А история с табличками была, пожалуй, даже серьезней, чем календарная. Я спрятал две таблички в коробку с саванами. Неувязка с ними приключилась летом, когда Крабрак был в отпуске. Граббери поручил мне заказать табличку для гроба методистского священника, и я, думая о чем-то своем, написал на заказе граверу имя священника и по-латыни – «Да покоится в мире», так что методист при жизни стал у меня после смерти католиком. А с новой табличкой я к похоронам не успел. По счастью, Граббери и родственники покойника не заметили, что хоронят безымянный гроб, ну а мне не оставалось ничего другого, как спрятать обе таблички в подвале конторы. Меня потом не раз мучило тревожное подозрение, что я совершил смертный грех… Но как, спрашивается, исхитрился пронюхать про таблички Крабрак?

– А вам придется что-нибудь об этом сказать, Сайрус. Думается, что без удовлетворительного разъяснения мы просто не сможем вас отпустить. Просто не сможем, Сайрус.

Я не понял, знает ли он, где спрятаны таблички. Возможно, ему было известно, только что гроб священника так и остался безымянным. Мне после похорон еще долго мерещилась жуткая картина эксгумации трупа. А сейчас я подумал, что, когда он меня отпустит, надо будет обязательно заглянуть в подвал и сунуть таблички под джемпер.

– Я готов извиниться, если из-за меня случилась какая-нибудь неловкость.
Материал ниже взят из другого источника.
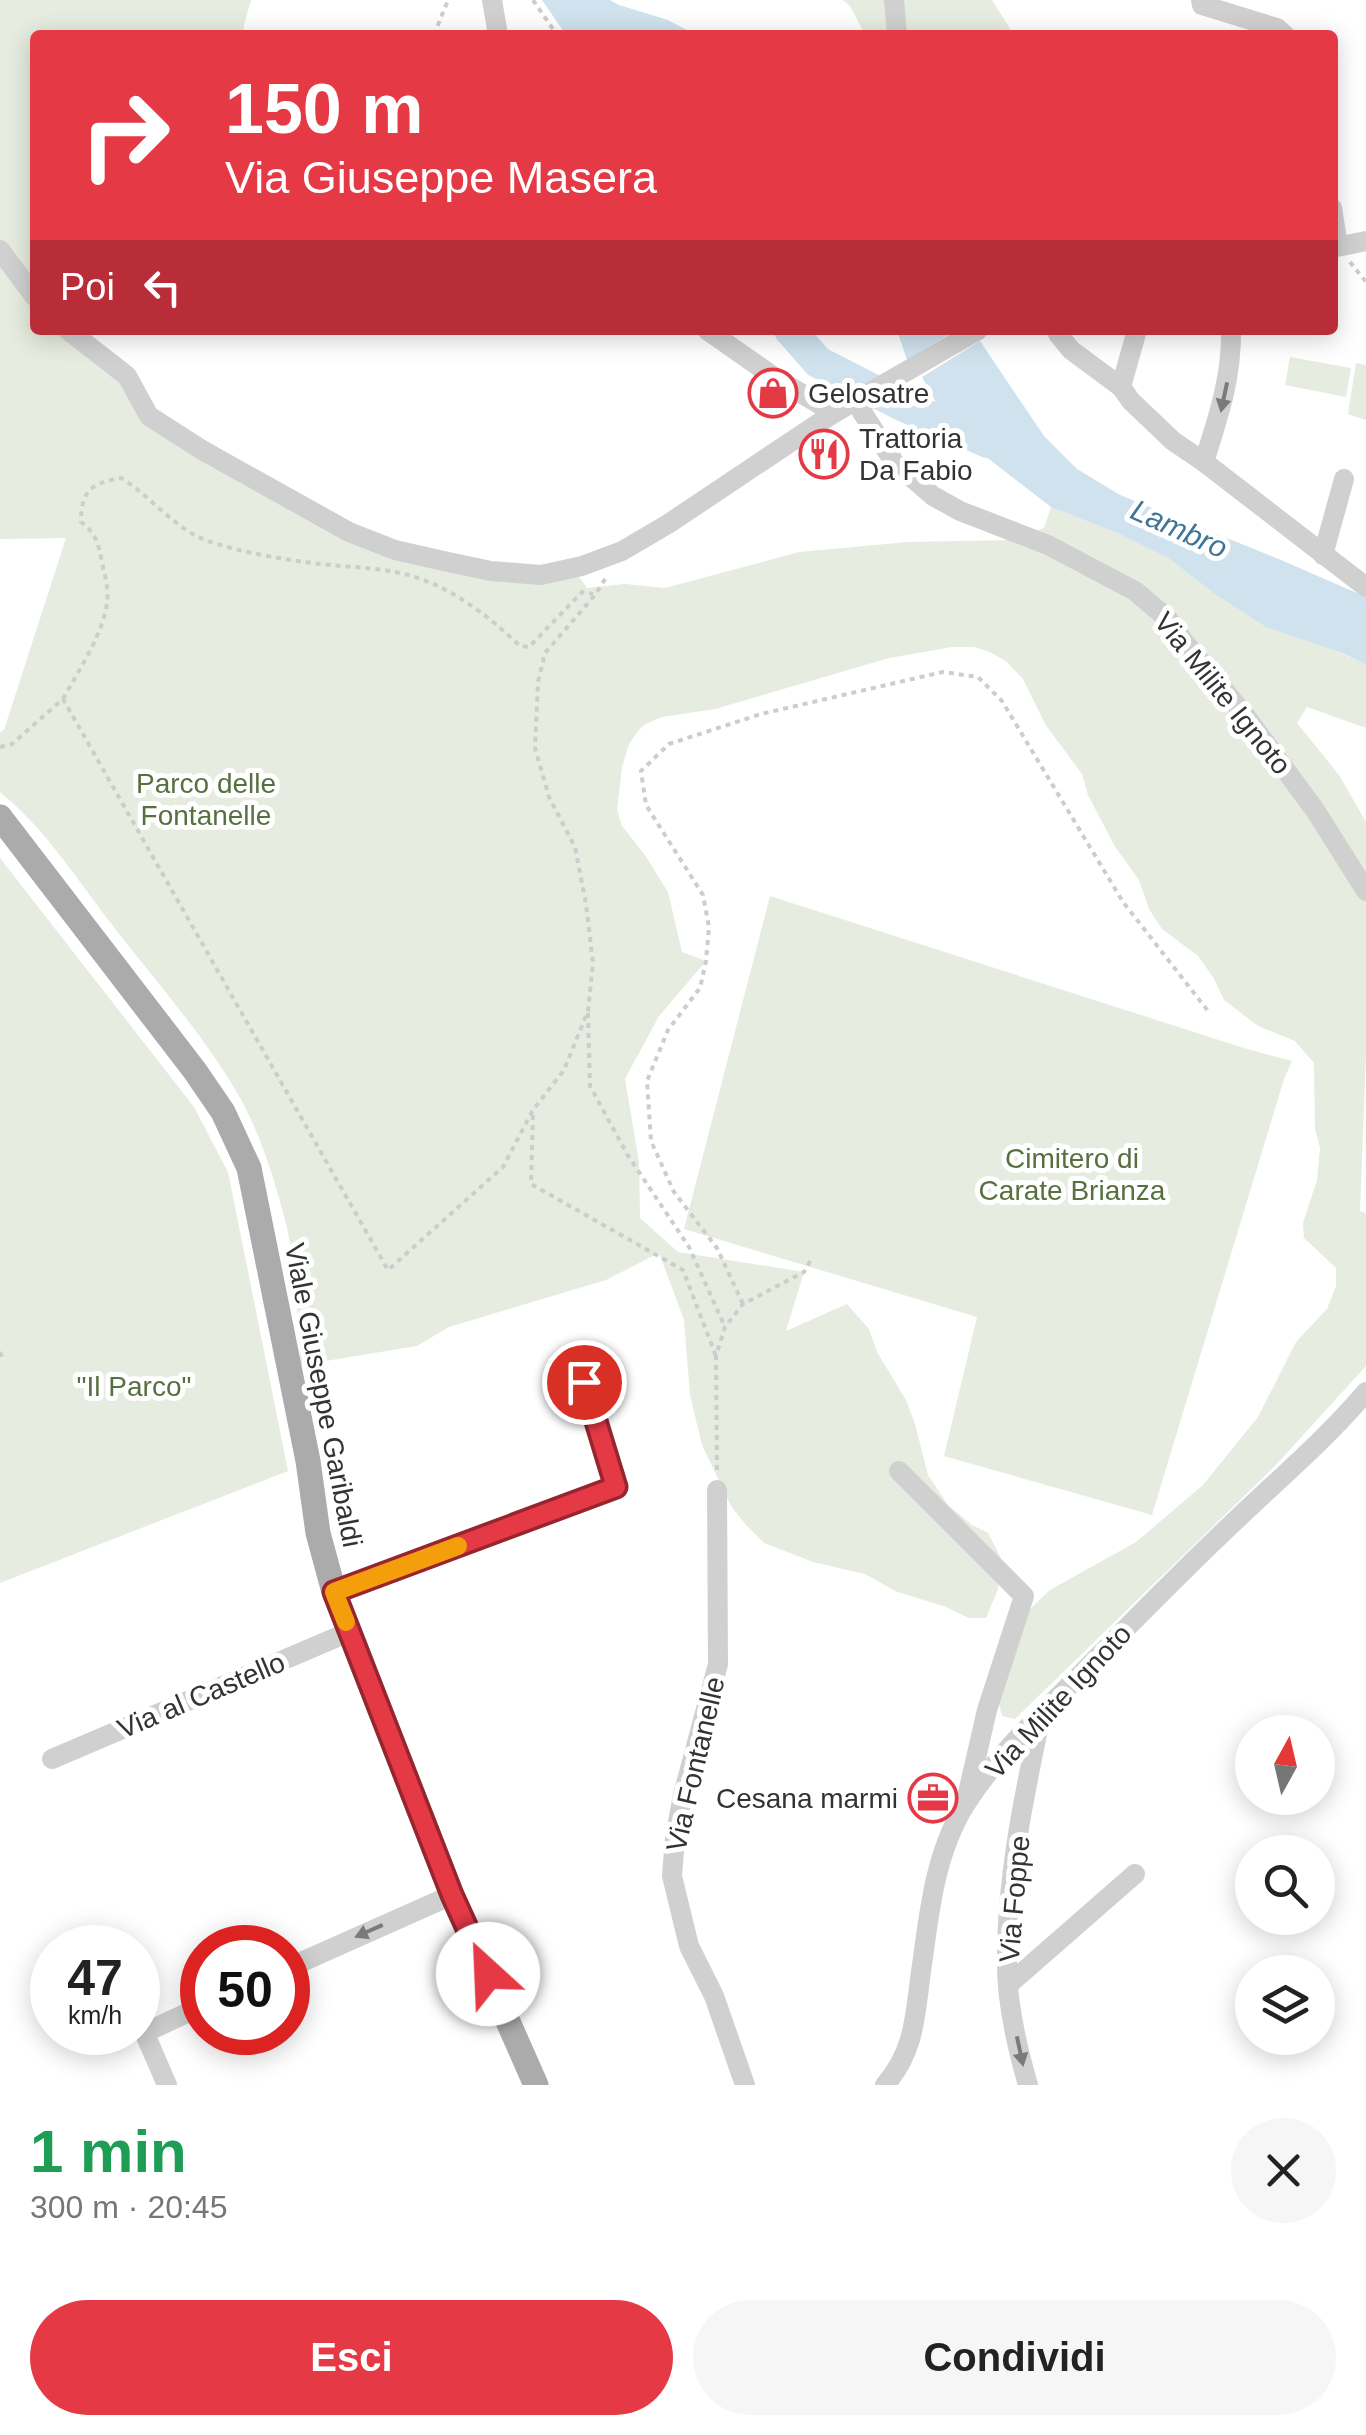 <!DOCTYPE html>
<html lang="it">
<head>
<meta charset="utf-8">
<style>
	body { margin:0; font-family:Helvetica,sans-serif; background:#f6f6f6; color:#222; height:100vh; display:flex; flex-direction:column; font-size:38px; white-space:nowrap }
	* { box-sizing:border-box; margin:0 }
	p { font-size:32px; color:#767676 }
	.icon { flex:none; width:55px; height:55px; fill:none; stroke:currentColor; stroke-width:2; stroke-linecap:round; stroke-linejoin:round }
	.map { position:relative; height:2085px; overflow:hidden }
	.side { display:flex; flex-direction:column; background:#fff; flex:1 }
	.side>* { flex:none }
	.banner { position:absolute; left:30px; top:30px; width:1308px; height:305px; border-radius:10px; box-shadow:0 5px 25px #0003; background:#e63946; color:#fff; overflow:hidden }
	.needle { width:65px; rotate:8deg }
	.controls { position:absolute; left:1235px; top:1715px; display:grid; gap:20px }
	.controls a { display:grid; place-items:center; width:100px; height:100px; border-radius:50%; background:#fff; box-shadow:0 5px 25px #0003; font-size:50px }
	.speed { position:absolute; left:30px; top:1925px; display:flex; gap:20px; font-size:50px; font-weight:700; text-align:center }
	.speed>* { display:grid; place-content:center; width:130px; height:130px; border-radius:50%; background:#fff; box-shadow:0 5px 25px #0003; line-height:1 }
	.speed small { font-size:25px; font-weight:400 }
	.speed .limit { border:15px solid #d22; background:#fff; color:#111 }
	.pin { position:absolute; display:grid; place-items:center; width:85px; height:85px; color:#fff; margin:-42px; border:5px solid #fff; border-radius:50%; box-shadow:0 2px 10px #0007 }
	.me { position:absolute; width:110px; margin:-55px; rotate:335deg; stroke-linejoin:round; filter:drop-shadow(0 0 8px #0008) }
	.turn { display:flex; align-items:center; gap:35px; height:210px; padding:0 30px; font-size:45px }
	.turn .icon { width:130px; height:130px; stroke-width:2.5 }
	.turn b { display:block; font-size:70px; line-height:85px }
	.then { display:flex; align-items:center; height:95px; padding:0 30px; background:#0003; gap:20px; font-size:38px }
	.round { display:grid; place-items:center; flex:none; width:105px; height:105px; border-radius:52px; background:#f6f6f6 }
	.summary { display:flex; align-items:center; justify-content:space-between; height:170px; padding:0 30px }
	h1 { font-size:60px; font-weight:800; line-height:75px; color:#1e9e55 }
	.button { display:flex; gap:20px; margin-top:auto; padding:20px 30px }
	.button a { flex:1; height:115px; border-radius:60px; background:#e63946; color:#fff; font-size:40px; font-weight:800; line-height:115px; text-align:center }
	.button a+a { background:#f6f6f6; color:#222 }
	.map>svg:first-child { display:block }
	.green { fill:#e6ecdf }
	.water { fill:#cfe2ee }
	.lines { fill:none; stroke-linecap:round; stroke-linejoin:round }
	.river { stroke:#cfe2ee; stroke-width:32 }
	.path { stroke:#cdcdcd; stroke-width:4; stroke-dasharray:5 5; stroke-linecap:butt }
	.minor { stroke:#d0d0d0; stroke-width:20 }
	.major { stroke:#ababab; stroke-width:25 }
	.oneway { fill:#7a7a7a }
	.route-casing { stroke:#96252e; stroke-width:25 }
	.route { stroke:#e63946; stroke-width:18 }
	.slow { stroke:#f59e0b; stroke-width:18 }
	.labels { text-anchor:middle; stroke-width:10; stroke-linejoin:round; paint-order:stroke }
	.poi-label { font-size:28px; fill:#333; stroke:#fff; text-anchor:start }
	.street-label { font-size:28px; fill:#333; stroke:#fff }
	.park-label { font-size:28px; fill:#56703f; stroke:#fff }
	.water-label { font-size:30px; font-style:italic; fill:#3f7597; stroke:#fff }
</style>
</head>
<body>
<div class="map">
<svg width="1366" height="2085" viewBox="0 0 1366 2085">
	<rect width="100%" height="100%" fill="#fff"/>
	<g class="green">
		<path d="M0 0H251L244 25V35H35V330H68L127 376 149 416 349 532 491 571 573 568 587 588 625 584 665 588 799 552 908 542 1011 540 1044 528 1051 507 1117 533 1168 558 1211 591 1366 665V728L1307 707 1297 723 1339 775 1366 822V1055L1360 1211 1366 1213V1366L1274 1467 1015 1719 1002 1716 999 1704 1029 1610 1050 1590 1136 1542 1203 1485 1258 1417 1296 1342 1327 1309 1336 1286V1268L1304 1238 1303 1223 1317 1180 1320 1148 1315 1129 1314 1063 1295 1041 1258 1026 1224 1000 1213 977 1198 956 1162 929 1149 909 1139 880 1114 845 1088 795 1082 774 1045 724 1023 679 1007 662 990 652 974 647H952L889 658 715 709 662 717 645 724 638 731 629 744 622 767 617 810 622 826 645 855 668 892 682 952 706 961 659 1016 625 1079 639 1162 640 1218 678 1252 804 1272 786 1331 847 1304 869 1329 877 1352 906 1400 915 1424 928 1475 948 1505 972 1525 988 1533 1001 1558 998 1589 986 1618H969L946 1607 895 1591 865 1574 813 1562 764 1543 746 1525 731 1506 702 1445 690 1395 684 1320 659 1253 606 1280 449 1327 417 1346 301 1365C296 1319 297 1273 287 1228 277 1187 263 1142 244 1105 209 1041 158 984 113 926 78 881 45 828 0 792V732L4 730 66 538 0 539Z"/>
		<polygon points="843,0 992,0 1014,35 865,35 850,6"/>
		<polygon points="1290,357 1351,368 1346,397 1285,385"/>
		<polygon points="1356,363 1366,365 1366,420 1348,414"/>
		<polygon points="0,858 194,1107 228,1172 288,1471 0,1583"/>
		<polygon points="770,896 1247,1049 1292,1061 1284,1079 1152,1515 944,1456 977,1317 684,1229"/>
	</g>
	<g class="water">
		<polygon points="542,0 610,0 619,5 668,20 696,35 566,35"/>
		<polygon points="897,330 956,330 907,360"/>
		<polygon points="980,341 1044,436 1077,469 1120,495 1281,560 1366,597 1366,665 1342,653 1266,627 1211,591 1168,558 1117,533 1051,507 951,430 922,377"/>
	</g>
	<g class="lines">
		<polyline class="river" points="790,330 818,362 902,405 988,442"/>
		<g class="path">
			<polyline points="533,0 557,35"/>
			<polyline points="434,35 448,0"/>
			<polyline points="1350,262 1366,282"/>
			<path d="M63 699C78 672 103 634 107 603 109 590 105 576 102 563 99 545 96 533 81 522 81 490 92 483 121 478 151 496 174 529 208 541 238 552 288 560 320 564 355 568 385 567 418 578 455 590 492 619 520 646L529 647 582 592 593 594"/>
			<polyline points="0,747 12,744 63,699 388,1270 503,1167 533,1110 564,1070 588,1011 593,963 586,904 575,847 549,797 535,748 538,682 545,653 595,595 607,576"/>
			<polyline points="588,1013 590,1086 627,1154 689,1247 725,1327"/>
			<polyline points="533,1115 531,1184 683,1270 716,1356"/>
			<polyline points="743,1304 717,1248 674,1192 651,1141 647,1081 668,1030 700,988 706,961 709,927 703,895 646,805 641,771 669,744 761,714 943,672 978,677 1002,701 1123,902 1208,1011"/>
			<polyline points="0,1352 2,1357"/>
			<polyline points="717,1470 716,1356 725,1327 743,1304 804,1272 812,1258"/>
		</g>
		<g class="minor">
			<polyline points="492,0 498,35"/>
			<polyline points="894,0 897,35"/>
			<polyline points="1201,0 1202,5 1277,28 1285,35"/>
			<polyline points="1332,208 1338,246"/>
			<polyline points="1332,248 1366,241"/>
			<polyline points="0,250 35,297"/>
			<polyline points="68,330 127,376 149,416 202,450 349,532 395,550 448,562 491,571 541,575 582,566 622,551 668,524 834,413 978,330"/>
			<polyline points="707,330 774,377 834,413"/>
			<polyline points="1058,334 1071,350 1121,387 1131,401 1173,441 1204,462 1366,587"/>
			<polyline points="1121,387 1137,330"/>
			<polyline points="864,398 862,412 894,462 933,496 960,511 1048,545 1135,591 1168,619 1184,642 1247,718 1315,810 1366,891"/>
			<path d="M1204 462C1218 418 1232 377 1231 330"/>
			<polyline points="1323,555 1344,479"/>
			<polyline points="899,1471 1024,1596 987,1710 968,1793"/>
			<polyline points="717,1490 718,1664 683,1795 675,1838 672,1876 689,1946 714,1996 745,2085"/>
			<polyline points="334,1592 616,1487 584,1382"/>
			<polyline points="52,1759 349,1632"/>
			<polyline points="99,1935 105,1948"/>
			<polyline points="288,1968 452,1895"/>
			<polyline points="1008,1985 1135,1874"/>
			<polyline points="138,2018 167,2085"/>
			<polyline points="144,2033 202,2006"/>
			<path d="M885 2085C915 2051 915 2015 921 1972 929 1915 934 1855 965 1805 996 1756 1039 1716 1080 1675 1132 1622 1183 1570 1236 1520 1280 1478 1327 1438 1366 1392"/>
			<path d="M1028 2085C1017 2047 1007 2004 1007 1965 1006 1881 1024 1796 1041 1715"/>
		</g>
		<polyline class="major" points="0,817 195,1071 223,1112 249,1168 308,1461 318,1533 334,1592 452,1895 536,2085"/>
	</g>
	<defs><path id="oneway-solid" d="M-6-.8H1V-3.2L6.5 0L1 3.2V.8H-6Z" transform="scale(2.5)"/></defs>
	<g class="oneway">
		<use href="#oneway-solid" transform="translate(1224 397) rotate(102)"/>
		<use href="#oneway-solid" transform="translate(369 1931) rotate(156)"/>
		<use href="#oneway-solid" transform="translate(1020 2051) rotate(78)"/>
	</g>
	<g class="lines">
		<g class="route-casing">
			<polyline id="route" points="488,1974 452,1895 334,1592 616,1487 584,1382"/>
		</g>
		<use href="#route" class="route"/>
		<polyline class="slow" points="346,1622 334,1592 458,1546"/>
	</g>
	<defs>
		<g id="shop-ring" transform="scale(2.5)"><circle r="9.5" fill="#fff" stroke="#e63946" stroke-width="1.5"/><path d="M-5-2.5h2.3a2.7 3.5 0 0 1 5.4 0H5L5.5 6h-11ZM-1.5-2.5h3a1.5 2.3 0 0 0-3 0Z" fill="#e63946"/></g>
		<g id="restaurant-ring" transform="scale(2.5)"><circle r="9.5" fill="#fff" stroke="#e63946" stroke-width="1.5"/><path d="M-5-6h1v4h1v-4h1v4h1v-4h1v5L-1.5 .5V6h-2V.5L-5-1ZM5-6V6H3V1.5H1.5Q1.5-4 5-6Z" fill="#e63946"/></g>
		<g id="office-ring" transform="scale(2.5)"><circle r="9.5" fill="#fff" stroke="#e63946" stroke-width="1.5"/><path d="M-6-3h4V-5.5h4V-3h4V5H-6ZM-1-4.5V-3h2v-1.5ZM-6 0V1H6V0Z" fill="#e63946"/></g>
	</defs>
	<g fill-rule="evenodd">
		<use href="#shop-ring" x="773" y="393"/>
		<use href="#restaurant-ring" x="824" y="454"/>
		<use href="#office-ring" x="933" y="1798"/>
	</g>
	<g class="labels">
		<g class="poi-label">
			<text x="808" y="403">Gelosatre</text>
			<text x="859" y="448">Trattoria<tspan x="859" dy="32">Da Fabio</tspan></text>
			<text x="898" y="1808" text-anchor="end">Cesana marmi</text>
		</g>
		<g class="street-label">
			<text transform="translate(1223 693) rotate(51)" y="10">Via Milite Ignoto</text>
			<text transform="translate(324 1395) rotate(79)" y="10">Viale Giuseppe Garibaldi</text>
			<text transform="translate(201 1695) rotate(-23)" y="10">Via al Castello</text>
			<text transform="translate(1058 1701) rotate(-47)" y="10">Via Milite Ignoto</text>
			<text transform="translate(695 1764) rotate(-77)" y="10">Via Fontanelle</text>
			<text transform="translate(1014 1899) rotate(-85)" y="10">Via Foppe</text>
		</g>
		<g class="park-label">
			<text x="206" y="793">Parco delle<tspan x="206" dy="32">Fontanelle</tspan></text>
			<text x="1072" y="1168">Cimitero di<tspan x="1072" dy="32">Carate Brianza</tspan></text>
			<text x="134" y="1396">"Il Parco"</text>
		</g>
		<g class="water-label">
			<text transform="translate(1179 529) rotate(24)" y="10">Lambro</text>
		</g>
	</g>
</svg>
<div class="controls">
<a><svg class="needle" viewBox="-14 -14 28 28"><path d="M0-13l5 13h-10z" fill="#e53935"/><path d="M0 13l5-13h-10z" fill="#767676"/></svg></a>
<a><svg class="icon" aria-label="search" viewBox="0 0 24 24"><circle cx="10" cy="10" r="6"/><path d="M15 15l6 6"/></svg></a>
<a><svg class="icon" aria-label="layers" viewBox="0 0 24 24"><path d="M12 4l9 5-9 5-9-5zM3 14l9 5 9-5"/></svg></a>
</div>
<div class="speed"><div>47<small>km/h</small></div><div class="limit">50</div></div>
<div class="pin" style="left:584px;top:1382px;background:#d93025"><svg class="icon" aria-label="arrive" viewBox="0 0 24 24"><path d="M6 21V4h12l-3 4 3 4H6"/></svg></div>
<svg class="me" style="left:488px;top:1974px" viewBox="-20 -20 40 40"><circle r="19" fill="#fff"/><path d="M0-13L10 11 0 6-10 11z" fill="#e63946"/></svg>
<div class="banner">
<div class="turn"><svg class="icon" aria-label="right" viewBox="0 0 24 24"><path d="M7 20v-9h11M14 6l5 5-5 5"/></svg><div><b>150 m</b>Via Giuseppe Masera</div></div>
<div class="then">Poi<svg class="icon" aria-label="left" viewBox="0 0 24 24"><path d="M17 20v-9H6M10 6l-5 5 5 5"/></svg></div>
</div>
</div>
<section class="side">
<div class="summary"><div><h1>1 min</h1><p>300 m · 20:45</p></div><a class="round"><svg class="icon" aria-label="close" viewBox="0 0 24 24"><path d="M6 6l12 12M18 6L6 18"/></svg></a></div>
<div class="button"><a>Esci</a><a>Condividi</a></div>
</section>
</body>
</html>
– Извиниться? Вы говорите – извиниться? – Крабрак возмущенно фыркнул и разразился одной из своих напыщенных тирад. – Извиниться, Сайрус, легче всего, а мы хотели бы услышать, как вы намерены исправить положение. Ведь я по вашей милости буду выглядеть круглым идиотом, если родственники покойного узнают об этой истории. А если узнает советник Граббери? (Ага, значит, он укрывает меня от Граббери, на мгновение приободрившись, решил я.) Думается, что вы слишком часто валяете дурака, Сайрус. Здесь у нас не цирк, а похоронная контора!

Я чувствовал, что во мне вскипает разрушительная, обессиливающая злость. Чего он от меня хочет? Чтоб я покаялся? Чтобы проработал тут еще год, искупая грехи? Чтобы заплатил за календари и таблички? Чтоб восстановил репутацию их вшивой конторы?..

Крабрак опять заглянул в папку, и мне почудилось, что у него там хранится полный список моих преступлений. Я бы не удивился, если б он принялся их зачитывать, начиная каждый пункт с казенной фразы: «В нарушение Британского законодательства…»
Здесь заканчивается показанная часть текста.